EXERCISE INSTRUCTIONS: Consider the data that follows and state how many lines contain the string "lane", using the number alone.

==== TASK MATERIAL ====

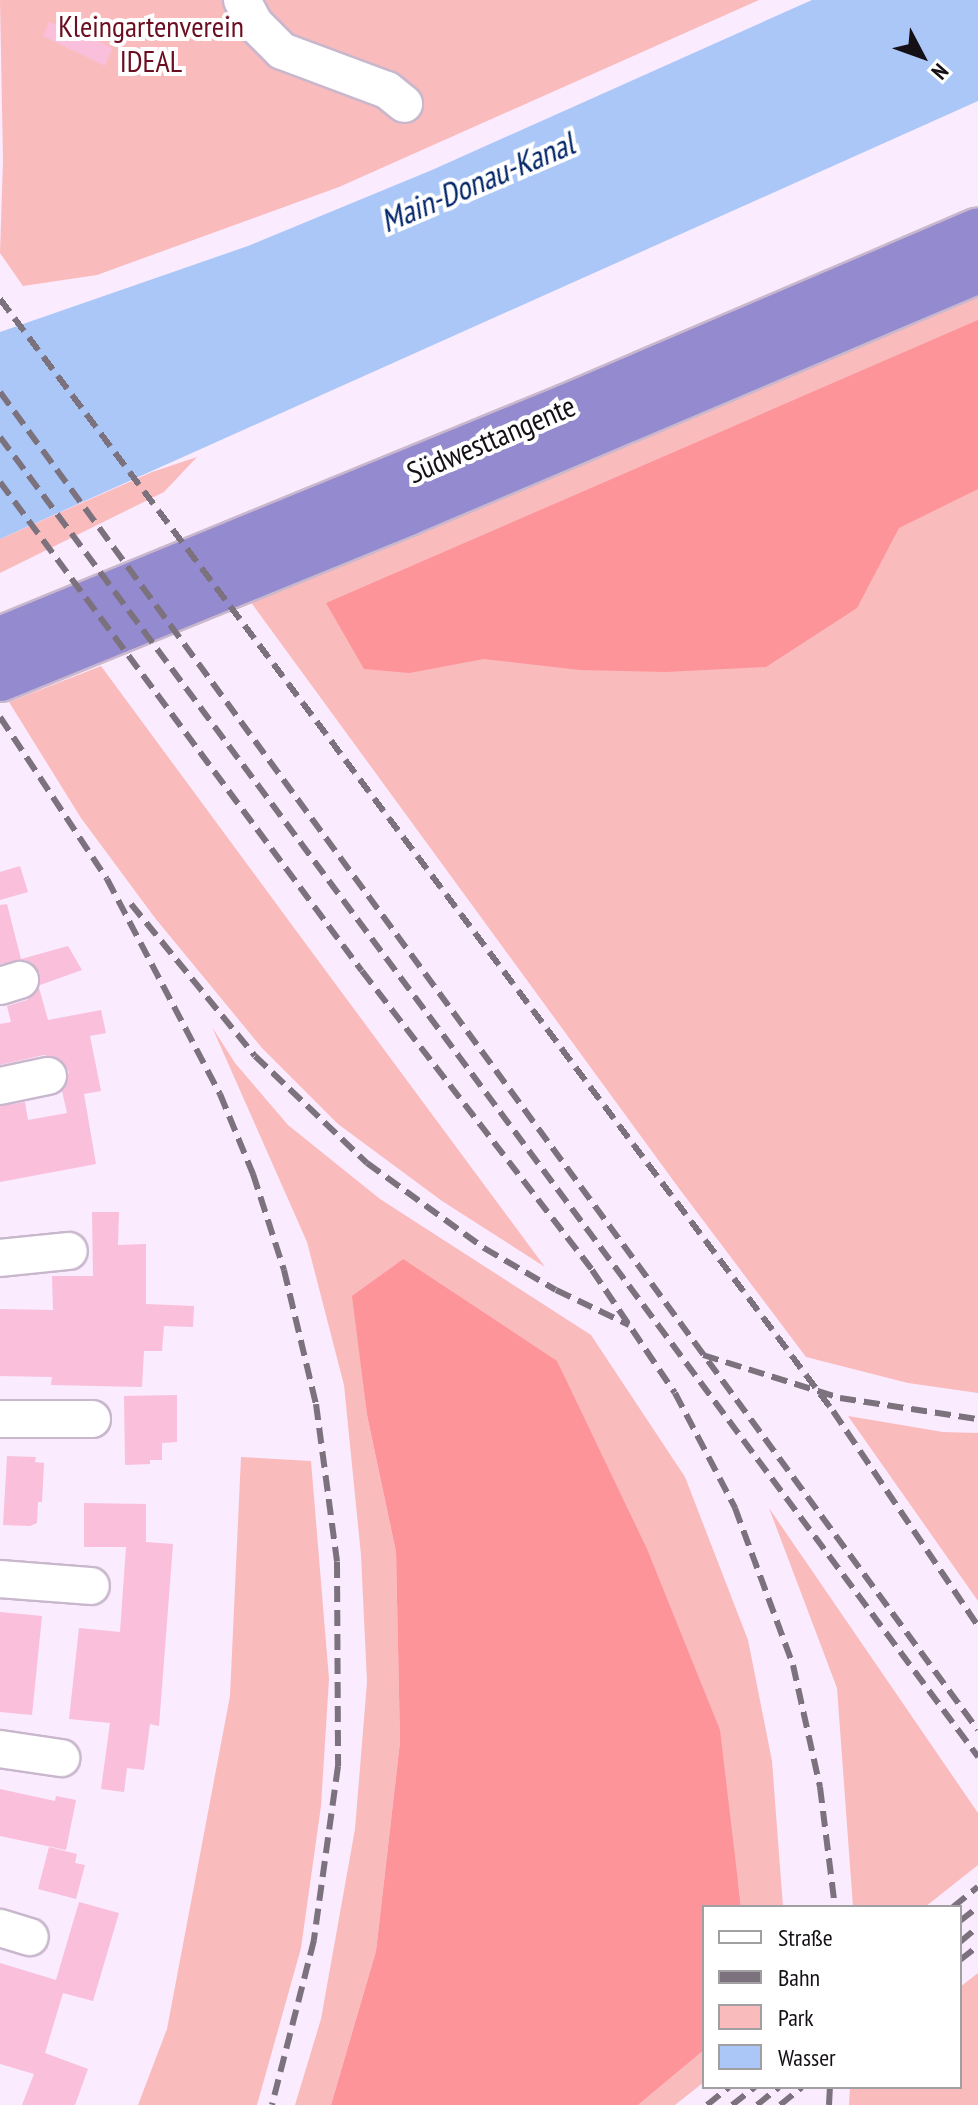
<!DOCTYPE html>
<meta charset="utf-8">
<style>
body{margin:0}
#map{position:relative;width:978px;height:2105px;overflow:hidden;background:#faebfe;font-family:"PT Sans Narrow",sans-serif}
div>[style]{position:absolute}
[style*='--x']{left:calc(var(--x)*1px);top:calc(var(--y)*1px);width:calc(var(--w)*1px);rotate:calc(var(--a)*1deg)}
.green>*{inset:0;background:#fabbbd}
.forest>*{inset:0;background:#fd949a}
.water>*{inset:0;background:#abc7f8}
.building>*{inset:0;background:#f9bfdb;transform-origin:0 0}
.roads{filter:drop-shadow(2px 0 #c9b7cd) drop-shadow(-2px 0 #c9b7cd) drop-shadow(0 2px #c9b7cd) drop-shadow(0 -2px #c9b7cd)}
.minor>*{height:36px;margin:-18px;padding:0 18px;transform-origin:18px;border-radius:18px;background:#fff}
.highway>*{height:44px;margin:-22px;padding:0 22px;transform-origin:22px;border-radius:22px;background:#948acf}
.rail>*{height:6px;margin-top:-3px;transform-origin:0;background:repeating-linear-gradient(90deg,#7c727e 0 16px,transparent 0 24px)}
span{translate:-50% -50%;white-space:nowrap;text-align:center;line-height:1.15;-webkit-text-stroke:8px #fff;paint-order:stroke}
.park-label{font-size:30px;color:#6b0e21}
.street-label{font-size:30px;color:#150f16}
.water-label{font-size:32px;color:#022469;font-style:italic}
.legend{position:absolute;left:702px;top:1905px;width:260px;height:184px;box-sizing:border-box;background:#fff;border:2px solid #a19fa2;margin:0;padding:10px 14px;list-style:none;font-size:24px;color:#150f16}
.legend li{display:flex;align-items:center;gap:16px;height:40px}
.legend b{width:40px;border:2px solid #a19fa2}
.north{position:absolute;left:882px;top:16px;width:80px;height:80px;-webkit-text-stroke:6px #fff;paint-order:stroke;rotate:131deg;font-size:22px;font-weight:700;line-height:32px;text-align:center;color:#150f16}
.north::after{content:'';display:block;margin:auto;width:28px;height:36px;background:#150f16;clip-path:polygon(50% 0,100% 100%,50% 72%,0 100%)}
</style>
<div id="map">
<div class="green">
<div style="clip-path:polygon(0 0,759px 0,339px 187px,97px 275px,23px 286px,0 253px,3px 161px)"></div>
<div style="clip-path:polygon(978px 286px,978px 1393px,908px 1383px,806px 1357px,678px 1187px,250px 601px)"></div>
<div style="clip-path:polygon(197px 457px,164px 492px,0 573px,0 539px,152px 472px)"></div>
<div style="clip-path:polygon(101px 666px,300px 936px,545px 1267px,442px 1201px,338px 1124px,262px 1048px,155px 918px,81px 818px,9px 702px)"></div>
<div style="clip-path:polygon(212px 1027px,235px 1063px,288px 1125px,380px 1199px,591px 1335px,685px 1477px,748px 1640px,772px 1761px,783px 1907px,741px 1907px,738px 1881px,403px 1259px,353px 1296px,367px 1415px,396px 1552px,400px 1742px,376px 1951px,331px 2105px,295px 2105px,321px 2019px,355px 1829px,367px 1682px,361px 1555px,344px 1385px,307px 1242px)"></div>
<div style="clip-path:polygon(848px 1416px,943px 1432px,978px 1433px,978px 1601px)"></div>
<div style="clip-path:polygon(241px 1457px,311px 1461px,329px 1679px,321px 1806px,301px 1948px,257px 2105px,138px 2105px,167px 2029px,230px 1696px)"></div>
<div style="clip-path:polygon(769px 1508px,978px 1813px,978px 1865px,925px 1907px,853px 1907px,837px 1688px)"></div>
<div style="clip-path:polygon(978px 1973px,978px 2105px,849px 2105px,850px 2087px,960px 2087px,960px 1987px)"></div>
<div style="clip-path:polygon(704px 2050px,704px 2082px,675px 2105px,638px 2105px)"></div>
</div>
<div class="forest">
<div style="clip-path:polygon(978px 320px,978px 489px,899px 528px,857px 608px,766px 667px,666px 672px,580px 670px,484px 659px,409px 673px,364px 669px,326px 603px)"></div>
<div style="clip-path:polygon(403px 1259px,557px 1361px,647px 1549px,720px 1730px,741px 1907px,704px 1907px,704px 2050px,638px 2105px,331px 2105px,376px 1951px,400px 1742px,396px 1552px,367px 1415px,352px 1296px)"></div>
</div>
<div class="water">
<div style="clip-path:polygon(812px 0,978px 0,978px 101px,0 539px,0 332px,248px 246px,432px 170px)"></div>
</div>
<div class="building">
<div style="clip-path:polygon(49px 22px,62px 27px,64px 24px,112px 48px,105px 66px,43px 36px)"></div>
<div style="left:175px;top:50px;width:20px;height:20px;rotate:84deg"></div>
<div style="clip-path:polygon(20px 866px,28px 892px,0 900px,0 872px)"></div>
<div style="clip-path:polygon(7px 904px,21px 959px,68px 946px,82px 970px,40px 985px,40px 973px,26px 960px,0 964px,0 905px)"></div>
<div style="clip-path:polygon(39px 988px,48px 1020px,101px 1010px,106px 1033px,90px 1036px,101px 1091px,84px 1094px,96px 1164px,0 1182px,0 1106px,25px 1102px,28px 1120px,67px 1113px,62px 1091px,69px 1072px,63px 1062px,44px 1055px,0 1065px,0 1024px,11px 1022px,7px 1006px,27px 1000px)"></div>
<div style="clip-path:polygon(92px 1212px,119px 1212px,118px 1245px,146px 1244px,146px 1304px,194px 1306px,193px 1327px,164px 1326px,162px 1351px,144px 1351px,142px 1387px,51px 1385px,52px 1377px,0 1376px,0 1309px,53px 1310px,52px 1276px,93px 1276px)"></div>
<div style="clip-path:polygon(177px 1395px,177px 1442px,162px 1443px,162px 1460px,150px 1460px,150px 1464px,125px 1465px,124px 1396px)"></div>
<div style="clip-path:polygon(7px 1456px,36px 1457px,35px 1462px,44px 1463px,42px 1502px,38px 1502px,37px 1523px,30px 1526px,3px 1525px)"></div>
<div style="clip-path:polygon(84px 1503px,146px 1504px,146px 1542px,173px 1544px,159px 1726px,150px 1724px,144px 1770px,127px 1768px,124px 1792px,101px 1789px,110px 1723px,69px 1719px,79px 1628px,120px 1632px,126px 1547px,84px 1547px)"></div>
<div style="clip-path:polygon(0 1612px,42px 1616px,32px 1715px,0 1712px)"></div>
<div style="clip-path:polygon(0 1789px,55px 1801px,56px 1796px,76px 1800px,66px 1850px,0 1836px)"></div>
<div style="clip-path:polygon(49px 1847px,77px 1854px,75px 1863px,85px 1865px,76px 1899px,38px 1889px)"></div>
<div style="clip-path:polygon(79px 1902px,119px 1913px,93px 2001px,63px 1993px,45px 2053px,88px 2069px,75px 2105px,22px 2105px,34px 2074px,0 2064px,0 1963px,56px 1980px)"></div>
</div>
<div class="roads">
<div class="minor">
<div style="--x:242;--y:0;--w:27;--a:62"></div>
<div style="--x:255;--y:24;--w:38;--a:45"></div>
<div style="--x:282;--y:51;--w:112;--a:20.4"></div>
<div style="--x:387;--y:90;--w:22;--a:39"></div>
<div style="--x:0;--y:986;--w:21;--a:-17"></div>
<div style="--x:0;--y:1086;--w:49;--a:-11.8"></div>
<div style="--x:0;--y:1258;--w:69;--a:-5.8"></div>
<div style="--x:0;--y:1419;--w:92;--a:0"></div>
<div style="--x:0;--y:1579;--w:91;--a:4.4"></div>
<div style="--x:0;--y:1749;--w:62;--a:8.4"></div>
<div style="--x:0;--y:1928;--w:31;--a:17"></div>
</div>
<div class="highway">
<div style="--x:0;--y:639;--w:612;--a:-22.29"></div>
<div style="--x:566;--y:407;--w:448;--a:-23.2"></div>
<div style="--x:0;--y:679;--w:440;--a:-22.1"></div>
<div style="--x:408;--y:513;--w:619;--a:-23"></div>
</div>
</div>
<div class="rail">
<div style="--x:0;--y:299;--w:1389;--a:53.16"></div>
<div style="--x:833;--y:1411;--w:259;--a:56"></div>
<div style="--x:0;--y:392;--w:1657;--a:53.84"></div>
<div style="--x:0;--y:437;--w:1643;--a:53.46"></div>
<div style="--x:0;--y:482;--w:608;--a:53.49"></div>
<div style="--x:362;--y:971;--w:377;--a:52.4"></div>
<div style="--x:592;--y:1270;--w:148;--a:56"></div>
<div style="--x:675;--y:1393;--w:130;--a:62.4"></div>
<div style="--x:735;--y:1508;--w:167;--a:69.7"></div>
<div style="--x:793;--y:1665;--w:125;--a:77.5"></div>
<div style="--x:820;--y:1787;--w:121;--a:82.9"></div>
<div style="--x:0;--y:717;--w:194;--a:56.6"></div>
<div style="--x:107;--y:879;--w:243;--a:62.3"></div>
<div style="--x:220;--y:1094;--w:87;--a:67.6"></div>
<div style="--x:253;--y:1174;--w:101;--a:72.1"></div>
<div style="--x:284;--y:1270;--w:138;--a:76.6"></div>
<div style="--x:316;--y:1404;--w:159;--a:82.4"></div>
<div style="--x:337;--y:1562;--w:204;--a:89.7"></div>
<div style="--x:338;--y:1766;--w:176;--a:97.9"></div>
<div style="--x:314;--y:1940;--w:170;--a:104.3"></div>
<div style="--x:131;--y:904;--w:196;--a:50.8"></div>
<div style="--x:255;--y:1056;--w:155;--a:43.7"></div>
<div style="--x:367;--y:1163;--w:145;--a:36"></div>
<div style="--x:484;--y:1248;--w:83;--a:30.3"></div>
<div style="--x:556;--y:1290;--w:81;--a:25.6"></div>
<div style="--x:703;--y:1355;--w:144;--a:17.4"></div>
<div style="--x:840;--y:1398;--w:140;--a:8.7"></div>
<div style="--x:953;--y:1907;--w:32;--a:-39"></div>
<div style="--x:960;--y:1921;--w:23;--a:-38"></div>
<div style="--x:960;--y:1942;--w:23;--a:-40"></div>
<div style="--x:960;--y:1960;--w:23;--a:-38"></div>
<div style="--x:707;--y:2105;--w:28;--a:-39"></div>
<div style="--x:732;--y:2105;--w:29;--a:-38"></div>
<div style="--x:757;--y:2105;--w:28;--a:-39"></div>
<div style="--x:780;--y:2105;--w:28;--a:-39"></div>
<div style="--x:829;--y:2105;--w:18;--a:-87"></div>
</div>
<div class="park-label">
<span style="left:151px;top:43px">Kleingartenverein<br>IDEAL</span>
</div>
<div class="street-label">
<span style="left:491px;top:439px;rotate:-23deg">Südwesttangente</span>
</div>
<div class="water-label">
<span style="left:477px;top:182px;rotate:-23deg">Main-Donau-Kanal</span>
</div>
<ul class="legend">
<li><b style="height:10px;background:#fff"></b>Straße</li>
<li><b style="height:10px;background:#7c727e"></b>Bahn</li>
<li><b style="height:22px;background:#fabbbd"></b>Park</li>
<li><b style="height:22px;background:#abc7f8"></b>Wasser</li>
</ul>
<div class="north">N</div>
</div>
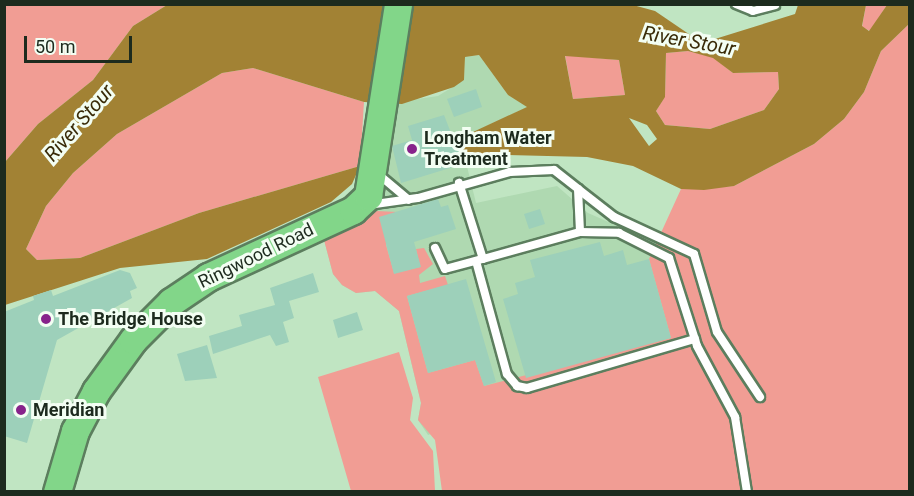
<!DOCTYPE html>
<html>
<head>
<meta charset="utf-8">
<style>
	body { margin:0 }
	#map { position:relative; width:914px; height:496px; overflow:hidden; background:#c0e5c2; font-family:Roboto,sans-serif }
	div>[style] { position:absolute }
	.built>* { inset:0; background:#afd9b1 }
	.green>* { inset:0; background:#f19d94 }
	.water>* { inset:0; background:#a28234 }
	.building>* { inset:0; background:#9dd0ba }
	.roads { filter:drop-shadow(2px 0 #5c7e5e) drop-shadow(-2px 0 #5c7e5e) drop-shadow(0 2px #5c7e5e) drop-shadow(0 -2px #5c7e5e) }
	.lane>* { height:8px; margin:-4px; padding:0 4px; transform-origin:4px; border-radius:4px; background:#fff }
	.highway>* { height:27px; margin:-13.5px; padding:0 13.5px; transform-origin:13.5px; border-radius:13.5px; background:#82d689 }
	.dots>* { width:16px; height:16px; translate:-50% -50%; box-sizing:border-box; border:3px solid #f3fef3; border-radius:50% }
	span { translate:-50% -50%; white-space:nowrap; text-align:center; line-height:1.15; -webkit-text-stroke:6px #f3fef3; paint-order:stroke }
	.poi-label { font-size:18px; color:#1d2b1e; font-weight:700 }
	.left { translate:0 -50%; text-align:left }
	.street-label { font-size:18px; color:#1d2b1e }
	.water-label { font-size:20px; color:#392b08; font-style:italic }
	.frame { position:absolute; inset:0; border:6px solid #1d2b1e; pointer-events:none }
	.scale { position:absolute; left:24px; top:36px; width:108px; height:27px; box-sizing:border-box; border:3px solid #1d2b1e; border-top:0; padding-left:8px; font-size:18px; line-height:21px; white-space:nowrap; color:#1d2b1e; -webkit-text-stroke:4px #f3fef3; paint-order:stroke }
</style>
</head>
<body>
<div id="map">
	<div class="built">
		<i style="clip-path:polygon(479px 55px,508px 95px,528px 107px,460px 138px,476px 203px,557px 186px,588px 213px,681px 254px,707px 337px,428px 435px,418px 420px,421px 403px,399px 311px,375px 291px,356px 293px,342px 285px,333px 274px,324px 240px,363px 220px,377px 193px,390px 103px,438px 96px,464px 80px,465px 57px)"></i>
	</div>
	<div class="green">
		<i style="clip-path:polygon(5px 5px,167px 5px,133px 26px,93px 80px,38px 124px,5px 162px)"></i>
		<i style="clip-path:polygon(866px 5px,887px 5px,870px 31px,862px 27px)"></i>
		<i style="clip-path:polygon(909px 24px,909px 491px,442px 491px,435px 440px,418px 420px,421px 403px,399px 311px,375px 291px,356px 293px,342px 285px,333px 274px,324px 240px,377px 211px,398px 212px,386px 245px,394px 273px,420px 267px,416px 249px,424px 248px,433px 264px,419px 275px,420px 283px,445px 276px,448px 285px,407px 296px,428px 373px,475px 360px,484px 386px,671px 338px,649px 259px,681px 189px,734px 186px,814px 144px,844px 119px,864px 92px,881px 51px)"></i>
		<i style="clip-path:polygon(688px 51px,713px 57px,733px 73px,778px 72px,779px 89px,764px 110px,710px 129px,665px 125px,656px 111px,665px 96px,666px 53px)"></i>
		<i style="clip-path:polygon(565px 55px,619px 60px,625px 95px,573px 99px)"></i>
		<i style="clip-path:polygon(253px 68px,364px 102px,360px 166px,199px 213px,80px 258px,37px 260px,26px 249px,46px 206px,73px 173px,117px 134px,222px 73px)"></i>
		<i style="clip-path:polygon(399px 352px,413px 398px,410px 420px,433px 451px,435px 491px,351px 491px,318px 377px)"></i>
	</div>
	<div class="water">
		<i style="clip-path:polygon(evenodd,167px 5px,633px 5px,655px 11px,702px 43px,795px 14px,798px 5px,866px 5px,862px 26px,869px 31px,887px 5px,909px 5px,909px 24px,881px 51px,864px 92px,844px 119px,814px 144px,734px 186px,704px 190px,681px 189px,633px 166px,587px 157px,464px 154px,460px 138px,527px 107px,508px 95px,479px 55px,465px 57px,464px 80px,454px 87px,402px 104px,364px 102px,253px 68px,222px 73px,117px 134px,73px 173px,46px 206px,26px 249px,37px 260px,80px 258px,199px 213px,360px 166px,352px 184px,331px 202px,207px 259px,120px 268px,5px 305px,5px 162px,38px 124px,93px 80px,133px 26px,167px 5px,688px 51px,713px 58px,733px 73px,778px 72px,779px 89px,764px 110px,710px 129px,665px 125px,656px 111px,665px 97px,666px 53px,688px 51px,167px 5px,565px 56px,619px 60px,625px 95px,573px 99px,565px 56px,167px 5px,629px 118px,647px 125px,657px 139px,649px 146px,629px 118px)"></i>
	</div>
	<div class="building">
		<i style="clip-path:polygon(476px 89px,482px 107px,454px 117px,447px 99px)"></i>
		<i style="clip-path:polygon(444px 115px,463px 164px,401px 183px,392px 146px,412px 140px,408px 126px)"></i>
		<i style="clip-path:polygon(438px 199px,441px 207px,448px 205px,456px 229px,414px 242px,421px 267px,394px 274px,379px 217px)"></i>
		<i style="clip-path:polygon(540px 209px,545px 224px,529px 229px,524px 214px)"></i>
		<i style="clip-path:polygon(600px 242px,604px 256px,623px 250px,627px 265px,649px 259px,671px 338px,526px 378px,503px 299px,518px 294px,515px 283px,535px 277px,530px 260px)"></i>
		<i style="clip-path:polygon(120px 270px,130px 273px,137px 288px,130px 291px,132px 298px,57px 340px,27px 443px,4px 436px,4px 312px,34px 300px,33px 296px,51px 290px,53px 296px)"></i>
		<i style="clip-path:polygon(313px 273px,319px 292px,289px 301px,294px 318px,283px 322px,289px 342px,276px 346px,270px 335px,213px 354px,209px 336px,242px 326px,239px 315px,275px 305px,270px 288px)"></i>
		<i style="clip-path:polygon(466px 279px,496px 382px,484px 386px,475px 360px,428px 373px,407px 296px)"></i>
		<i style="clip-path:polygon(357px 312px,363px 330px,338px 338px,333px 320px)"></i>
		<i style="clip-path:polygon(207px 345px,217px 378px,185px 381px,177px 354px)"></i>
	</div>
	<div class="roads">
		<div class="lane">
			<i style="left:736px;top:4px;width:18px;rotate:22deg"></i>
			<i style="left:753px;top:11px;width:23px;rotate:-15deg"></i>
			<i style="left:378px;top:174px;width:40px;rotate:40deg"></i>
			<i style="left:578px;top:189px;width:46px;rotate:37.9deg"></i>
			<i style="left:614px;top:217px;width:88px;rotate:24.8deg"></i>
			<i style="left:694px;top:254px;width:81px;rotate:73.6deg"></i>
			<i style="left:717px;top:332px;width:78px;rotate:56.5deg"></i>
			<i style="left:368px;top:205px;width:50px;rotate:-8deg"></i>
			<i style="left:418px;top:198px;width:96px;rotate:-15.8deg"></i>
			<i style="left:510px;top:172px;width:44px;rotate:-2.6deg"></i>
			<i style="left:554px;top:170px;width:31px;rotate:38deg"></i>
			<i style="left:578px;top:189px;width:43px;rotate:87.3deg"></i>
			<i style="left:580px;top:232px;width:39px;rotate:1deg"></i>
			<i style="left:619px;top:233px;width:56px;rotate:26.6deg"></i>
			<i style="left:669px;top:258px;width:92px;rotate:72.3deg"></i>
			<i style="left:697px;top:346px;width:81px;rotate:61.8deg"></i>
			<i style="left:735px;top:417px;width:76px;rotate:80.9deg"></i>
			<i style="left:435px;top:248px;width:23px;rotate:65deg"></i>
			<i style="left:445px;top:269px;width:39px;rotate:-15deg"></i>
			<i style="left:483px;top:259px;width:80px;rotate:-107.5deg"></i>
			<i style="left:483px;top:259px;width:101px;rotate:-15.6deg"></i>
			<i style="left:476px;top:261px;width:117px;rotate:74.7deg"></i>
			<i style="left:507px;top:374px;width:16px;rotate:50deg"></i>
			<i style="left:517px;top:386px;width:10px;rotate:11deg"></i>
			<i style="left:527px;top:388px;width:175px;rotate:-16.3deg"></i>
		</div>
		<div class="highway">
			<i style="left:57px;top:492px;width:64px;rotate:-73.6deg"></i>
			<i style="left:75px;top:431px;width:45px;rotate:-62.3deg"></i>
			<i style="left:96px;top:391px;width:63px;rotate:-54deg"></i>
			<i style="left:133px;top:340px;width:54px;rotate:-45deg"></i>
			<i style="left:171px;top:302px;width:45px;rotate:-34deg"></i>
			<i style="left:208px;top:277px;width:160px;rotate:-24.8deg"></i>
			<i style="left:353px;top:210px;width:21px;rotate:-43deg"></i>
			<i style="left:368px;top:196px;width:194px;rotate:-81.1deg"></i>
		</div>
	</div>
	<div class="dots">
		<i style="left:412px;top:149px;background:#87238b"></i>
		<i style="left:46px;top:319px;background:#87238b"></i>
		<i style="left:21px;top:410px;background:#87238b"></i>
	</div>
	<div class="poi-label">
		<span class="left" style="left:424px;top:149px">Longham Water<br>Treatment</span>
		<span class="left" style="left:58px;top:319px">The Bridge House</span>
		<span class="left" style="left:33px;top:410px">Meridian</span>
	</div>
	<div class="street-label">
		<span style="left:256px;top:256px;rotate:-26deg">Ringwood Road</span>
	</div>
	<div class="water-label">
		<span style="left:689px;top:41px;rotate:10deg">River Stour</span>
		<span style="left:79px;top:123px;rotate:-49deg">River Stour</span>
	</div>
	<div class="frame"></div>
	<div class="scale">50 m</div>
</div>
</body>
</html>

====

RESULT OF THE EXERCISE: 2